■ Your objective
Once a line is found to contain "Annotation", copy it out of the listing.

■ Dataset content

*** Begin section ***

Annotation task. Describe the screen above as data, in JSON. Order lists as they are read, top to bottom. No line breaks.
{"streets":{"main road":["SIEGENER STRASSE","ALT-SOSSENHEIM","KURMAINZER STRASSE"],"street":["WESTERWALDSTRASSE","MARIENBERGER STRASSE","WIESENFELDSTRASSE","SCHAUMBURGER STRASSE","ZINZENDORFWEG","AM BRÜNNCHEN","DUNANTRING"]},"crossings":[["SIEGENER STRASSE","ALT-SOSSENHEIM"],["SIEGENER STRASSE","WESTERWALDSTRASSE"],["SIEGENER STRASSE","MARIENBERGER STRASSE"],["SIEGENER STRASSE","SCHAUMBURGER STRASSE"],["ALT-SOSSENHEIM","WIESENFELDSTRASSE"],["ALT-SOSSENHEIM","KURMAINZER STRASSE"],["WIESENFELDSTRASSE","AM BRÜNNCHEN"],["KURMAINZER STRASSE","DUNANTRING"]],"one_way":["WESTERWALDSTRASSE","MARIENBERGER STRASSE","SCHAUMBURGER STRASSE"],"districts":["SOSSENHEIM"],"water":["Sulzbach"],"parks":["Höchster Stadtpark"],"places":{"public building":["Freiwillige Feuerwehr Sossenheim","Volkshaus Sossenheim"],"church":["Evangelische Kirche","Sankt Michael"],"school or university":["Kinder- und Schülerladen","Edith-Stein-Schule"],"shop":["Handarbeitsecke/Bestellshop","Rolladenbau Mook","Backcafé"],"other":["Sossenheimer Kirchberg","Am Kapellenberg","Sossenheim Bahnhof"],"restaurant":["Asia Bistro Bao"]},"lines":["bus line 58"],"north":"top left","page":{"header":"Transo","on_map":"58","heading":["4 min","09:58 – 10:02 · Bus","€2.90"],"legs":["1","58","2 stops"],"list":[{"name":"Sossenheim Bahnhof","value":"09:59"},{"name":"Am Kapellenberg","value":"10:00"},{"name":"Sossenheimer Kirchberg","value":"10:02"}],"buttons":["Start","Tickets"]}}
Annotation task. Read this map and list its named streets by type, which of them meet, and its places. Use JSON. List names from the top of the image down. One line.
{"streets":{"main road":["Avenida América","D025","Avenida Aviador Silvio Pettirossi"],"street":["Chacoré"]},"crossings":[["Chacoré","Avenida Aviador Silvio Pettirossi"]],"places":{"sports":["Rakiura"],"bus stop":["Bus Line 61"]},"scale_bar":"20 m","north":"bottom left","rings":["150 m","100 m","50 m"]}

*** End section ***

■ Exercise output
Annotation task. Describe the screen above as data, in JSON. Order lists as they are read, top to bottom. No line breaks.
Annotation task. Read this map and list its named streets by type, which of them meet, and its places. Use JSON. List names from the top of the image down. One line.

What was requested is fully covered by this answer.